Esto fue en 1809. Para entonces ya habían perdido su gusto por las fiestas y la
vida social, y Jane se dedicaba a leer, a educar a sus sobrinas y a enseñarles
a leer y escribir a algunos chicos del pueblo. Fue en la época de Chawton
cuando publicó anónimamente su primera gran novela: Sentido y sensibilidad. Dos años después seguiría Orgullo y prejuicio, considerada por
muchos expertos como la obra maestra de Jane Austen. Mientras tanto, seguía
trabajando –reescribiendo, cortando, puliendo, corrigiendo– en otra novelas,
especialmente en La abadía de Northanger;
ésta la entusiasmaba mucho porque era una parodia de la novela gótica. Le fue
muy bien desde el principio. Sus libros recibieron buenas críticas, se
vendieron muy bien y se pusieron de moda (ya desde entonces) entre los jóvenes
de la aristocracia inglesa. Cuando salió Emma
se hizo ya una primera edición de dos mil ejemplares, en esa época en que
lo común eran los tirajes de quinientos. Total, que las ventas de estas novelas
le proporcionaron a su autora la independencia mental y financiera que
necesitaba. Lo único triste fue que, mientras estuvo viva, sus libros nunca
aparecieron firmados con su nombre. Los editores ponían en la portada: “Del
autor de Sentido y sensibilidad”, con
lo cual, deliberadamente, quedaba ambiguo el género de quien escribía, ya que,
en inglés, los sustantivos no tienen género y la palabra “author” puede referirse lo mismo a un hombre que a una mujer. Es
que en ese entonces se consideraba que el papel de las mujeres era como esposas
y madres, y eso de escribir novelas, en el mejor de los casos, se toleraba como
un pasatiempo secundario. Ni siquiera tenían derecho legal para firmar
contratos.

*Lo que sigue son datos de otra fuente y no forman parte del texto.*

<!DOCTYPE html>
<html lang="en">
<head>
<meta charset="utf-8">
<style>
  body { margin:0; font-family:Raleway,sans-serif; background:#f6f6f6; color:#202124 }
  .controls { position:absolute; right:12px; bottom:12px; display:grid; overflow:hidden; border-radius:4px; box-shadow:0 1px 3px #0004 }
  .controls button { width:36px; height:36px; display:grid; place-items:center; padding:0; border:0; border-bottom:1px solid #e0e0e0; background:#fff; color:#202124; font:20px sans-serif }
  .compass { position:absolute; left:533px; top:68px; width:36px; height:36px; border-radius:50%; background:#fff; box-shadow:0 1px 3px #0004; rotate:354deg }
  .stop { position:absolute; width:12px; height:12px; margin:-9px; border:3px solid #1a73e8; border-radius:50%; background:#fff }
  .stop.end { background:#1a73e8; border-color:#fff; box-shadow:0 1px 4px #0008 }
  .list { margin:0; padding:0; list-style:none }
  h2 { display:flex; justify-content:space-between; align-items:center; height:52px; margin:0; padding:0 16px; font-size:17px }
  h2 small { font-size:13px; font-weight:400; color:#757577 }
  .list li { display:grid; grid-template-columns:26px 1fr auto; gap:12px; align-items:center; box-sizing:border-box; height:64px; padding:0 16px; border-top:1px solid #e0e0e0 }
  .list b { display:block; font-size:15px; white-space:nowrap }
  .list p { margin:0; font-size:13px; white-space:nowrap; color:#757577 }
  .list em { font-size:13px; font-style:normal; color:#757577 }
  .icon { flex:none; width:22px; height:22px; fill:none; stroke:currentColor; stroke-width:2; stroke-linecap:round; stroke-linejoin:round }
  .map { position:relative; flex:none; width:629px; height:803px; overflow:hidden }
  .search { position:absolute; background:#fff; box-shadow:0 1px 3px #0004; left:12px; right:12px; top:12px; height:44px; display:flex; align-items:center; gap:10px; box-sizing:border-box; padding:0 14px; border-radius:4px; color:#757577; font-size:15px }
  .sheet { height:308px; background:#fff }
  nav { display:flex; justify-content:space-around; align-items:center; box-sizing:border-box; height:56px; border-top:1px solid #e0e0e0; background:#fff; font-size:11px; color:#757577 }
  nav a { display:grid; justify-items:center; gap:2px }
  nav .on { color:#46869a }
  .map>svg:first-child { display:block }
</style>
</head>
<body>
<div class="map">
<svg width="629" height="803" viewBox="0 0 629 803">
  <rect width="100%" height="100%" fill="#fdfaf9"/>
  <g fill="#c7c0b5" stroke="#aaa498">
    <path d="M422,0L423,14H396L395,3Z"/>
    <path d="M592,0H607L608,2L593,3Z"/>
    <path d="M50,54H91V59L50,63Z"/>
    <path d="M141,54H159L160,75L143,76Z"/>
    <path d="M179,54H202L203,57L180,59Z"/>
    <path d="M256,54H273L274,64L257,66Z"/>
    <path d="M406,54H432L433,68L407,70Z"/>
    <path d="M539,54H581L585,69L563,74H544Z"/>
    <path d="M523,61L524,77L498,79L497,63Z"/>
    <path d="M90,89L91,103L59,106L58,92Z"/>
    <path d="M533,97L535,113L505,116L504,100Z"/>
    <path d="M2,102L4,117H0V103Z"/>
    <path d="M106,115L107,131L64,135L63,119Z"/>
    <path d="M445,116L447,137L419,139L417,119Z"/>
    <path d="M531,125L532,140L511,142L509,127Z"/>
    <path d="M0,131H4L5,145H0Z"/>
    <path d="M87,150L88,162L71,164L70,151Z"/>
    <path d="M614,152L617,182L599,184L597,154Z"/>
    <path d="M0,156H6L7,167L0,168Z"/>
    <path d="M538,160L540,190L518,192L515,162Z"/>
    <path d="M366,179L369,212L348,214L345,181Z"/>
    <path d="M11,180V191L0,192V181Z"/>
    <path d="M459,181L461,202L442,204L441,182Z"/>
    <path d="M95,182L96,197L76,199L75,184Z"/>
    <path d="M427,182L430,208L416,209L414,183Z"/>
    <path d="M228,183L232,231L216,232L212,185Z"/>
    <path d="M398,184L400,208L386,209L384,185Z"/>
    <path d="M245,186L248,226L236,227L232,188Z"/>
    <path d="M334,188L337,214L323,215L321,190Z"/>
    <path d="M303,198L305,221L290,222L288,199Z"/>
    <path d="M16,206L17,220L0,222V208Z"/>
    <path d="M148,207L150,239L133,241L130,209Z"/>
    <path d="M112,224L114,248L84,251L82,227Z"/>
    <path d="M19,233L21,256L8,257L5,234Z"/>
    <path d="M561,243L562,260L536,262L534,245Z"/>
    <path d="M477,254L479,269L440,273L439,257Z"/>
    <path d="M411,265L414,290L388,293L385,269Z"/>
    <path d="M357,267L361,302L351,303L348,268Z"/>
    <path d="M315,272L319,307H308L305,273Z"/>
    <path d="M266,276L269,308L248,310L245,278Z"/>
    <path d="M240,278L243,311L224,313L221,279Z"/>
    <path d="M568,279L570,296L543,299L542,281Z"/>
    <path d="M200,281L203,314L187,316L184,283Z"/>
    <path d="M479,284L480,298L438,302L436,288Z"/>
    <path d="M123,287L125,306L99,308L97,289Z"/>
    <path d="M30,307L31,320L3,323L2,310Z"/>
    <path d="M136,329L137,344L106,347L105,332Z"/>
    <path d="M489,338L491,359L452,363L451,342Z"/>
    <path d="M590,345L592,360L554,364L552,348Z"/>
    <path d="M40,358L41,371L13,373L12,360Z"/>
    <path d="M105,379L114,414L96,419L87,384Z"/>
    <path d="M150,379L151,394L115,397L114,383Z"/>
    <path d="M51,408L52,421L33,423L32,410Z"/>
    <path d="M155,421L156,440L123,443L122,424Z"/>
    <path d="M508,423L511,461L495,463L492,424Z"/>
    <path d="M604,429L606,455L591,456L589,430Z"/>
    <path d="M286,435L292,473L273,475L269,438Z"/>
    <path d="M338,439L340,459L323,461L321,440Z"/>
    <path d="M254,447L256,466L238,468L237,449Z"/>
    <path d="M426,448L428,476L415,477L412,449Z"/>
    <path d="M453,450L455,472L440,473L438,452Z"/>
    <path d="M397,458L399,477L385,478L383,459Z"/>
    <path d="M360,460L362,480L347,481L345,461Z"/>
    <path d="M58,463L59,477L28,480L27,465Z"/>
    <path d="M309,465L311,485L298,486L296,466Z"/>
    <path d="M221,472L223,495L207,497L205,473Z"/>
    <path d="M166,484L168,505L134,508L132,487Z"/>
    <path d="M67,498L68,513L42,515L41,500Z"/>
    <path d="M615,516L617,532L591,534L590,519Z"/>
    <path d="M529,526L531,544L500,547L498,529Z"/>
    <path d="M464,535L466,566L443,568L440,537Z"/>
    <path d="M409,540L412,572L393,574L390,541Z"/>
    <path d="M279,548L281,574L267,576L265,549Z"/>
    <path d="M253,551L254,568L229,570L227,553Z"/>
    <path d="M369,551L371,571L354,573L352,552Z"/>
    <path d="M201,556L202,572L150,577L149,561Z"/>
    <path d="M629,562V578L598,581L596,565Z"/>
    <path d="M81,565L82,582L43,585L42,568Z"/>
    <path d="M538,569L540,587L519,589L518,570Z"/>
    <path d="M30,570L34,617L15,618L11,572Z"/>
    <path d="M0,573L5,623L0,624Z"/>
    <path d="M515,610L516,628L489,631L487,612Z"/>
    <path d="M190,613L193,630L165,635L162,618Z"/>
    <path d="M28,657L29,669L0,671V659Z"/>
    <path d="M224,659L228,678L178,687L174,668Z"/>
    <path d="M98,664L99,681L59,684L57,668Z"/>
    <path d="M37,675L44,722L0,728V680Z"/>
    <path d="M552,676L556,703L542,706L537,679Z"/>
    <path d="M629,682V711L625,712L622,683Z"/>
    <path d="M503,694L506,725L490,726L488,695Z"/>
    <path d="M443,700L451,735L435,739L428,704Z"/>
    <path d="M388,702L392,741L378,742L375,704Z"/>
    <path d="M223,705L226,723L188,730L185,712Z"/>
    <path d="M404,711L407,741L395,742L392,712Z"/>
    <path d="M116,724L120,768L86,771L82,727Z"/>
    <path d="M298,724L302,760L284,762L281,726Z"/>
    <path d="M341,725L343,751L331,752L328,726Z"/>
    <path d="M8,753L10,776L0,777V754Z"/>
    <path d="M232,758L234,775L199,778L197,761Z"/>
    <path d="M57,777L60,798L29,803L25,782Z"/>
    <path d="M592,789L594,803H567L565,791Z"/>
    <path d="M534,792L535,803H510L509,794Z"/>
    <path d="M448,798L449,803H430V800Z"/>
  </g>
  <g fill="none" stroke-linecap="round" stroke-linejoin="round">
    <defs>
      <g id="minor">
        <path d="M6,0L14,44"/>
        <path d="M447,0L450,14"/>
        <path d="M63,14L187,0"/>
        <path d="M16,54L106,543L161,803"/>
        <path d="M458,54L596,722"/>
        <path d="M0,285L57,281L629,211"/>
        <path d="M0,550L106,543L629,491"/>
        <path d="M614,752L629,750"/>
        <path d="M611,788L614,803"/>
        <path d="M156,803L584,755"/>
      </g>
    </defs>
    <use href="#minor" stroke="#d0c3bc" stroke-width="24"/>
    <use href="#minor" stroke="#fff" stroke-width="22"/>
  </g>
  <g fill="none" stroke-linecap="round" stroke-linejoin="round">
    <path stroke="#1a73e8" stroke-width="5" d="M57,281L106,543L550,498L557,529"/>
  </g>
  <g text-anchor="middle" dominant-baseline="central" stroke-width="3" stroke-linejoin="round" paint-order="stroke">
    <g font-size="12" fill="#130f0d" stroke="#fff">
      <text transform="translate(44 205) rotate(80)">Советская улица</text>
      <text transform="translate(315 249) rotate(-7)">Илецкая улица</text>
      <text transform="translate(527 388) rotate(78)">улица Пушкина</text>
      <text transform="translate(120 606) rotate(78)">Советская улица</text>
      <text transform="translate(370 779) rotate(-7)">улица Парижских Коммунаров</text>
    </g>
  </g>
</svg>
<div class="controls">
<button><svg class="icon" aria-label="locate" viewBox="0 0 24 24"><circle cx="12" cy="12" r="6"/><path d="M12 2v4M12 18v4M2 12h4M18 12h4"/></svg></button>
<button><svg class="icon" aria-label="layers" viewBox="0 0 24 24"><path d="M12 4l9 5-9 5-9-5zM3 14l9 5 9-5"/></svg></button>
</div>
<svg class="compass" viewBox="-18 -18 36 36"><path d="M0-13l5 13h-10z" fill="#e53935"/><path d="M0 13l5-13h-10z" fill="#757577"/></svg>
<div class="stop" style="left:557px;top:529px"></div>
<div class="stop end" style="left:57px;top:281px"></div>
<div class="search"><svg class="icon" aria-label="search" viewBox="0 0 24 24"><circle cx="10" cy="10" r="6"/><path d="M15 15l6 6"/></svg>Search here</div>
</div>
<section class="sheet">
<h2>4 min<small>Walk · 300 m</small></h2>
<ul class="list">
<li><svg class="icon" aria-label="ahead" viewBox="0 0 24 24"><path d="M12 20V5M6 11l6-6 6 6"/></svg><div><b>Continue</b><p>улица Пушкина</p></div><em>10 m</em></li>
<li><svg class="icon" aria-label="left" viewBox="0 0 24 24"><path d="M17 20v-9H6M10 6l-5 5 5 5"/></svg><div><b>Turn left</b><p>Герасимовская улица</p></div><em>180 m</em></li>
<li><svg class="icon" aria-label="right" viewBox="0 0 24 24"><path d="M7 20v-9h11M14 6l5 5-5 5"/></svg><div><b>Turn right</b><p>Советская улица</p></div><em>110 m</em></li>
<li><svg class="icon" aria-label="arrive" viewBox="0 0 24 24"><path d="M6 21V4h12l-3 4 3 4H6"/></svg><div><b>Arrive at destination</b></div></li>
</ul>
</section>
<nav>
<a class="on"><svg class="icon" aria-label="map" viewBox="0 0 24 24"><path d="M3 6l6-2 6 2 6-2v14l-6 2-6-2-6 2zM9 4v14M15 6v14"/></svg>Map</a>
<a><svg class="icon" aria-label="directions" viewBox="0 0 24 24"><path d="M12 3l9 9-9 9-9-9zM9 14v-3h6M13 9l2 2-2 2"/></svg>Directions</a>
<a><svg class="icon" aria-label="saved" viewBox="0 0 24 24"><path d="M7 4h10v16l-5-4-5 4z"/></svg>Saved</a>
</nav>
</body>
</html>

Necesitaban que un representante masculino lo hiciera por ellas.
No
obstante, el éxito de Jane Austen creció rápidamente, de libro en libro y de
edición en edición, al grado de que el gran autor escocés, Sir Walter Scott,
celebró en ella, con declarada envidia, el “toque exquisito” con que la joven
Jane Austen sabía poner sus historias en palabras. Incluso el príncipe regente
se volvió su admirador. Se dice que en cada una de sus residencias tenía la
colección completa de las novelas de Jane Austen. Y en noviembre de 1815, se
hizo realidad el sueño de cualquier escritor común de la época: el príncipe
regente le pidió a su bibliotecario que invitara a Jane a visitarlo en su
mansión de Londres para que le dedicara su nuevo libro Emma. Y he dicho que esto era el sueño de cualquier escritor común.
Jane Austen no lo era. Nunca fue la clase de persona que corre al primer
silbido de los poderosos y se inclina ante ellos. El príncipe regente no le
caía bien porque era mujeriego y libertino. Sin embargo, no es posible
despreciar una invitación de esa naturaleza y al final debió ir. Eso sí, no
hizo del acontecimiento el alarde que cualquier otro hubiera hecho ni trató de
cultivar esa amistad. Emma y Mansfield Park fueron las últimas de sus
novelas que alcanzó a ver publicadas. El resto aparecerían póstumamente,
gracias a las gestiones de sus hermanos.
Ciertamente,
ya desde 1816, Jane Austen se sentía mal de salud, pero no quiso cuidarse. Una
serie de síntomas relacionados con la enfermedad de Addison y el linfoma de
Hodkin fueron minando su salud. Y aun enferma siguió escribiendo. Y siguió
burlándose de las ridiculeces de los seres humanos. Como siempre, ni ella misma
escapó a su mordacidad; en su obra póstuma Sanditon,
se burla de los que exageran sus padecimientos.
Jane
Austen murió el 18 de julio de 1817, a los 41 años de edad, y fue sepultada en
la catedral de Winchester, tal como correspondía a la hija de un ministro de la
Iglesia. Con todo y que su vida fue
corta, le alcanzó para ejercer en la literatura inglesa, y a final de cuentas
en la literatura mundial, una influencia que no tuvo ninguna otra mujer
novelista de su época y muy pocas de épocas posteriores.
Los 200
años de su fallecimiento se celebraron internacionalmente. En Inglaterra, su
país natal, se le organizaron homenajes, se develó una estatua de ella y se
imprimieron billetes conmemorativos de diez libras con su retrato.